With this pipeline Mapsembler2 takes as input a set of NGS raw reads (fasta or fastq, gzipped or not) and a set of input sequences (starters). It first determines if each starter is read-coherent, e.g. whether reads confirm the presence of each starter in the original sequence. Then for each read-coherent starter, Mapsembler2 outputs its sequence neighborhood as a linear sequence or as a graph, depending on the user choice. After that the Phaser (KissreadsGraph), maps the provided reads on Mapsembler2 output graph for removing low covered edges and nodes and then phasing simple non branching paths.
The aim is to get assembly sequences with a good coverage in the form of a graph.
Finally,the output graph of this pipeline can be visualized with Graph Sequence Viewer (GSV).


## ANR Colib'Read

You can find more details on Mapsembler and other software of the ANR Colib'Read on https://colibread.inria.fr/en.


## Build instructions

Run building script with `./compile_all_tools.sh` or can build each tool separately with the command `make` in directory of each tool (Mapsembler, Minia and KissreadGraph) and with the script `./buildGSV_desktop.sh` for Graph Sequences Viewer. The script `./buildGSV_desktop.sh` required Internet connection to download the software `nodeWebkit` uses to transform web app in a desktop app. 


## Run full pipeline

The full pipeline can be run with the script: `./run_mapsembler_and_phaser.sh <options>`.

***Options available:***
*   `-s file`: Input file containing starters (fasta). 
        Example: -s data_sample/starters.fasta
*   `-r list of reads`: List of reads separated by space, surrounded by the '"' character. Note that reads may be in fasta or fastq format, gzipped or not. 
        Example: -r "data_sample/reads_sequence1.fasta   data_sample\reads_sequence2.fasta.gz"
*   `-t kind of assembly`:  
    `1`: a strict sequence: any branching stops the extension (unitig).  
    `2`: a consensus sequence: contiging approach (contig).  
    `3`: a strict graph: any branching is conserved in the graph (unitig).  
    `4`: a consensus graph: "small" polymorphism is merged, but "large" structures are represented (contig).  
        Example -t 3
*   `-E`: do not check the read coherence, simply extend starters.
*   `-p prefix`: All output files will start with this prefix. 
		Example: -p resultat_
*   `-k` value. Set the length of used kmers. Must fit the compiled value. 
		Example -k 31
*   `-c` value. Set the minimal coverage: Used by Phaser (don't use kmers with lower coverage). 
		Example: -c 5
*   `-d` value. Set the number of authorized substitutions used while mapping reads on finding SNPs.
		Example: -d 1
*   `-g` value. Estimated genome size. Used only to control memory usage. e.g. 3 billion (3000000000) uses 4Gb of RAM. 
		Example: -g 10000000
*   `-f` value. Set the process of search in the graph (1=Breadth  and 2=Depth).
		Example: -f 1

*   `-x` value. Set the maximal length of nodes. 
		Example: -x 40
		 
*   `-y` value. Set the maximal depth of the graph. 
		Example: -y 10000
*   `-h` Prints this message and exist

***By default the pipeline uses : ***
* `-k 31`
* `-c 4`
* `-d 1`
* `-g 10000000`
* `-f 1`
* `-x 40`
* `-y 10000`  

By default `-x` is fixed with small value (40) to allow he visualization in the Graph Sequences Viewer. With lots of nodes, several times are needed to load a graph in GSV. But to have files with biggest graphs, this value can be increased. To be sure to have full graphs set the value to 1000000.

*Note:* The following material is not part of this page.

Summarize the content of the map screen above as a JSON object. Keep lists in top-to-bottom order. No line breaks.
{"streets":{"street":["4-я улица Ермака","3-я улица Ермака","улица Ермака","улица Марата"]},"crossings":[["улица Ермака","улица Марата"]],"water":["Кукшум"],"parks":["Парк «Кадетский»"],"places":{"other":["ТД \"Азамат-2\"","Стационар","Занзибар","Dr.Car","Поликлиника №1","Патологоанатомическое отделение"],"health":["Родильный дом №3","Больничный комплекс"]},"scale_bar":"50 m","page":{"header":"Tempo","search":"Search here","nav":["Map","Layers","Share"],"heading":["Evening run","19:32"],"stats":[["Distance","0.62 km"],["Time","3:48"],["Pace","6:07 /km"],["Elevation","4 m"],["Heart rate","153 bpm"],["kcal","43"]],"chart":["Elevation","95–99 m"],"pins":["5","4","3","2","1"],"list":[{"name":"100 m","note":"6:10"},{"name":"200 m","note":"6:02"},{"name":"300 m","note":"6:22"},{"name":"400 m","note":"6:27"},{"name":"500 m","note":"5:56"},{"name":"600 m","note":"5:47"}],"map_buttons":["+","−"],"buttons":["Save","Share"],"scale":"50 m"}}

***Mandatory options are:***
* `-s` and `-r`: needed to define input files.
* `-t type` : needed to define type of output file.

## Run Graph Sequences Viewer (GSV)

GSV allows to visualize output files ( graph files only : `-t 3` or `-t 4` options).
It can be executed with `double-click` on GSVDesktop shortcut or with the command `./GSVDesktop`.

This app is a web app so it's possible to put source files on web server. The sources are in `./visu/GSV/` directory.
In this directory there are an index.html, so an alternative to GSVDesktop app is open this html file with a browser.Thus, the browser load files as local files.
For some browser it's necessary to allow access to local files to use properly this web app:

###### Safari
Enable the develop menu using the preferences panel, under Advanced -> "Show develop menu in menu bar"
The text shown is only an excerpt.